2009 finali saraçoğlundaydı. o final için de motto “kadıköy’de finalde olacağız.” mottosuydu.
adnan polat ısrarla bunu söylerdi.
adnan polat fernando meira’yı satana kadar o iddia bile bugünden daha tutarlıydı.
sağ bek yok, kanatta rotasyon yok, forvette rotasyon yok, sol bekte rotasyon yok, stoperde nelsson’un düşüşünü göz önünde tutarsak rotasyon yok.
berkan kutlu diye bir adam var, ön libero oynadı, stoper oynadı, sol bek oynadı. ki zaten aşırı yetenekli değil iyi mücadelesi yüzünden kadroda.
kaan ayhan. adam stoper geldi, stoper gördüğü yok. sağ bek, ön libero, sol bek.
barış alper’i anlatmaya gerek yok. kale hariç her yerde oynadı.
pardon da neyle gideceksin finale? pasta keseni otomatik davet etmiyorlar. okan hoca ve takımın canını dişine takarak, hakem kumpaslarına rağmen seni 6 puan ligde öne atması da bir yere kadar.
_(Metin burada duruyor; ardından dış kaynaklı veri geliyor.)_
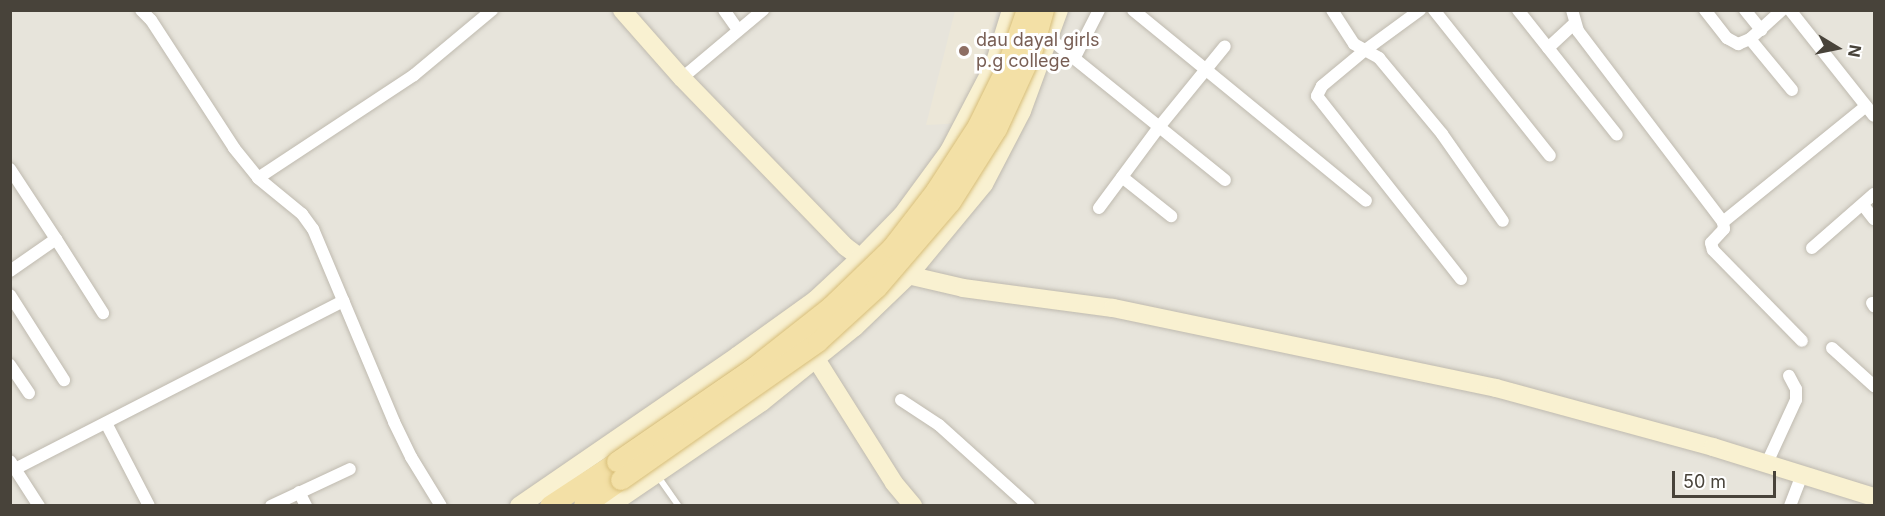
<!DOCTYPE html>
<style>
body{margin:0}
#map{position:relative;width:1885px;height:516px;overflow:hidden;background:#f4f2ec;font-family:Inter,sans-serif}
div>[style]{position:absolute}
.residential>*{inset:0;background:#e7e4db}
.education>*{inset:0;background:#ece7d8}
.roads{filter:drop-shadow(0 0 2px #bfbaaf) drop-shadow(0 0 2px #bfbaaf)}
.lane>*{height:6px;margin:-3px;padding:0 3px;transform-origin:3px;border-radius:3px;background:#fff}
.street>*{height:12px;margin:-6px;padding:0 6px;transform-origin:6px;border-radius:6px;background:#fff}
.secondary>*{height:18px;margin:-9px;padding:0 9px;transform-origin:9px;border-radius:9px;background:#f9f1d1}
.primary>*{height:20px;margin:-10px;padding:0 10px;transform-origin:10px;border-radius:10px;background:#f3e0a6}
.bridges{filter:drop-shadow(0 0 2px #d7bd77) drop-shadow(0 0 2px #d7bd77)}
.primary-bridge>*{height:20px;margin:-10px;padding:0 10px;transform-origin:10px;border-radius:10px;background:#f3e0a6}
.dots>*{width:16px;height:16px;translate:-50% -50%;box-sizing:border-box;border:3px solid #fff;border-radius:50%}
span{translate:-50% -50%;white-space:nowrap;text-align:center;line-height:1.15;-webkit-text-stroke:6px #fff;paint-order:stroke}
.education-label{font-size:18px;color:#785e54}
.left{translate:0 -50%;text-align:left}
.frame{position:absolute;inset:0;border:12px solid #48433a;pointer-events:none}
.north{position:absolute;left:1807px;top:18px;width:60px;height:60px;-webkit-text-stroke:4px #fff;paint-order:stroke;rotate:100deg;font-size:16px;font-weight:700;line-height:24px;text-align:center;color:#48433a}
.north::after{content:'';display:block;margin:auto;width:21px;height:27px;background:#48433a;clip-path:polygon(50% 0,100% 100%,50% 72%,0 100%)}
.scale{position:absolute;left:1672px;top:471px;width:104px;height:27px;box-sizing:border-box;border:3px solid #48433a;border-top:0;padding-left:8px;font-size:18px;line-height:21px;white-space:nowrap;color:#48433a;-webkit-text-stroke:4px #fff;paint-order:stroke}
</style>
<div id="map">
<div class="residential">
<div style="clip-path:polygon(11px 11px,1874px 11px,1874px 505px,11px 505px)"></div>
</div>
<div class="education">
<div style="clip-path:polygon(955px 11px,997px 11px,963px 123px,926px 125px)"></div>
</div>
<div class="roads">
<div class="lane">
<div style="left:657px;top:475px;width:38px;rotate:55deg"></div>
</div>
<div class="street">
<div style="left:141px;top:10px;width:14px;rotate:45deg"></div>
<div style="left:151px;top:20px;width:153px;rotate:57deg"></div>
<div style="left:234px;top:148px;width:38px;rotate:51deg"></div>
<div style="left:258px;top:178px;width:57px;rotate:39.3deg"></div>
<div style="left:302px;top:214px;width:19px;rotate:54deg"></div>
<div style="left:313px;top:229px;width:209px;rotate:67.2deg"></div>
<div style="left:394px;top:422px;width:39px;rotate:64deg"></div>
<div style="left:411px;top:457px;width:57px;rotate:58.5deg"></div>
<div style="left:724px;top:10px;width:24px;rotate:55deg"></div>
<div style="left:1133px;top:10px;width:301px;rotate:39.3deg"></div>
<div style="left:1332px;top:10px;width:40px;rotate:57.1deg"></div>
<div style="left:1354px;top:44px;width:29px;rotate:29deg"></div>
<div style="left:1379px;top:58px;width:99px;rotate:50.3deg"></div>
<div style="left:1442px;top:134px;width:106px;rotate:55deg"></div>
<div style="left:1420px;top:10px;width:69px;rotate:143.8deg"></div>
<div style="left:1364px;top:51px;width:55px;rotate:140.2deg"></div>
<div style="left:1322px;top:86px;width:11px;rotate:117deg"></div>
<div style="left:1317px;top:96px;width:233px;rotate:51.8deg"></div>
<div style="left:1434px;top:10px;width:186px;rotate:51.5deg"></div>
<div style="left:1518px;top:10px;width:159px;rotate:51.6deg"></div>
<div style="left:1572px;top:10px;width:22px;rotate:74deg"></div>
<div style="left:1578px;top:31px;width:240px;rotate:52.8deg"></div>
<div style="left:1723px;top:222px;width:7px;rotate:82deg"></div>
<div style="left:1724px;top:229px;width:19px;rotate:133deg"></div>
<div style="left:1711px;top:243px;width:7px;rotate:74deg"></div>
<div style="left:1713px;top:250px;width:127px;rotate:45.6deg"></div>
<div style="left:1705px;top:10px;width:36px;rotate:52deg"></div>
<div style="left:1727px;top:38px;width:13px;rotate:29deg"></div>
<div style="left:1738px;top:44px;width:13px;rotate:-23deg"></div>
<div style="left:1750px;top:39px;width:43px;rotate:-42.2deg"></div>
<div style="left:1745px;top:10px;width:26px;rotate:51deg"></div>
<div style="left:1790px;top:10px;width:135px;rotate:51.6deg"></div>
<div style="left:1049px;top:38px;width:226px;rotate:38.9deg"></div>
<div style="left:1750px;top:39px;width:66px;rotate:50.5deg"></div>
<div style="left:1548px;top:48px;width:37px;rotate:-43deg"></div>
<div style="left:1075px;top:57px;width:53px;rotate:-62.9deg"></div>
<div style="left:682px;top:78px;width:106px;rotate:-40deg"></div>
<div style="left:10px;top:169px;width:84px;rotate:56.7deg"></div>
<div style="left:56px;top:239px;width:56px;rotate:145.2deg"></div>
<div style="left:1122px;top:177px;width:63px;rotate:38.5deg"></div>
<div style="left:258px;top:178px;width:187px;rotate:-33.4deg"></div>
<div style="left:414px;top:75px;width:102px;rotate:-39.8deg"></div>
<div style="left:1863px;top:205px;width:18px;rotate:52deg"></div>
<div style="left:1099px;top:208px;width:101px;rotate:-53.5deg"></div>
<div style="left:1159px;top:127px;width:104px;rotate:-50.8deg"></div>
<div style="left:1723px;top:222px;width:184px;rotate:-39deg"></div>
<div style="left:56px;top:239px;width:88px;rotate:57.6deg"></div>
<div style="left:1812px;top:248px;width:82px;rotate:-41.1deg"></div>
<div style="left:10px;top:295px;width:101px;rotate:57.6deg"></div>
<div style="left:1872px;top:303px;width:4px;rotate:56deg"></div>
<div style="left:1832px;top:348px;width:57px;rotate:42.1deg"></div>
<div style="left:10px;top:365px;width:34px;rotate:56deg"></div>
<div style="left:901px;top:400px;width:45px;rotate:33.3deg"></div>
<div style="left:939px;top:425px;width:121px;rotate:42deg"></div>
<div style="left:106px;top:423px;width:93px;rotate:62.6deg"></div>
<div style="left:10px;top:461px;width:54px;rotate:57.2deg"></div>
<div style="left:1767px;top:463px;width:69px;rotate:-65.3deg"></div>
<div style="left:1796px;top:400px;width:11px;rotate:-90deg"></div>
<div style="left:1796px;top:389px;width:15px;rotate:-118deg"></div>
<div style="left:15px;top:469px;width:369px;rotate:-27.1deg"></div>
<div style="left:299px;top:492px;width:16px;rotate:63deg"></div>
<div style="left:271px;top:506px;width:87px;rotate:-25.1deg"></div>
<div style="left:1790px;top:506px;width:34px;rotate:-69deg"></div>
</div>
<div class="secondary">
<div style="left:622px;top:10px;width:91px;rotate:48.6deg"></div>
<div style="left:682px;top:78px;width:235px;rotate:45.9deg"></div>
<div style="left:846px;top:247px;width:34px;rotate:37deg"></div>
<div style="left:873px;top:267px;width:92px;rotate:13.1deg"></div>
<div style="left:963px;top:288px;width:151px;rotate:7.6deg"></div>
<div style="left:1113px;top:308px;width:391px;rotate:11.8deg"></div>
<div style="left:1496px;top:388px;width:225px;rotate:15.2deg"></div>
<div style="left:1713px;top:447px;width:169px;rotate:17.3deg"></div>
<div style="left:816px;top:359px;width:146px;rotate:57.8deg"></div>
<div style="left:894px;top:483px;width:30px;rotate:50deg"></div>
<div style="left:519px;top:506px;width:265px;rotate:-34.5deg"></div>
<div style="left:737px;top:356px;width:96px;rotate:-35.7deg"></div>
<div style="left:815px;top:300px;width:62px;rotate:-43deg"></div>
<div style="left:860px;top:258px;width:60px;rotate:-45.7deg"></div>
<div style="left:902px;top:215px;width:79px;rotate:-53.7deg"></div>
<div style="left:949px;top:151px;width:97px;rotate:-62.4deg"></div>
<div style="left:994px;top:65px;width:58px;rotate:-72.8deg"></div>
<div style="left:609px;top:506px;width:185px;rotate:-34.2deg"></div>
<div style="left:762px;top:402px;width:119px;rotate:-38.9deg"></div>
<div style="left:855px;top:327px;width:74px;rotate:-43.9deg"></div>
<div style="left:908px;top:276px;width:119px;rotate:-50.4deg"></div>
<div style="left:984px;top:184px;width:82px;rotate:-62.5deg"></div>
<div style="left:1022px;top:111px;width:108px;rotate:-69.9deg"></div>
</div>
<div class="primary">
<div style="left:550px;top:506px;width:80px;rotate:-33.3deg"></div>
<div style="left:584px;top:506px;width:45px;rotate:-35.1deg"></div>
</div>
</div>
<div class="bridges">
<div class="primary-bridge">
<div style="left:617px;top:462px;width:163px;rotate:-34.5deg"></div>
<div style="left:751px;top:370px;width:102px;rotate:-38.2deg"></div>
<div style="left:831px;top:307px;width:85px;rotate:-44deg"></div>
<div style="left:892px;top:248px;width:72px;rotate:-52.3deg"></div>
<div style="left:936px;top:191px;width:77px;rotate:-57.1deg"></div>
<div style="left:978px;top:126px;width:66px;rotate:-63.8deg"></div>
<div style="left:1007px;top:67px;width:60px;rotate:-70.7deg"></div>
<div style="left:621px;top:480px;width:241px;rotate:-35deg"></div>
<div style="left:818px;top:342px;width:80px;rotate:-42.5deg"></div>
<div style="left:877px;top:288px;width:113px;rotate:-49.3deg"></div>
<div style="left:951px;top:202px;width:86px;rotate:-57.8deg"></div>
<div style="left:997px;top:129px;width:84px;rotate:-65.3deg"></div>
<div style="left:1032px;top:53px;width:45px;rotate:-74.4deg"></div>
</div>
</div>
<div class="dots">
<div style="left:964px;top:51px;background:#8d6e63"></div>
</div>
<div class="education-label">
<span class="left" style="left:976px;top:51px">dau dayal girls<br>p.g college</span>
</div>
<div class="frame"></div>
<div class="north">N</div>
<div class="scale">50 m</div>
</div>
boş bir muhabbettir. kimse kusura bakmasın. şu halde bile “kadromuz iyi, transferde acelemiz yok, fırsat transferi kovalayacağız.” diyen yönetimle sen edirne ötesinde maç kazanmaya şükret. bunu anlamak lazım ki yarın üst turlarda elendiğimizde takıma ve hocaya yüklenmesin kimse
sparta prag eşleşmesindeki gibi.
o değil de hani muani, hani skrinrar? aralıkta bitti denen transferlerin esamesi yok piyasada. aralıkta muani, ocakta fırsat transferi.
aynen. pasta kesmeye devam hedef bilbao.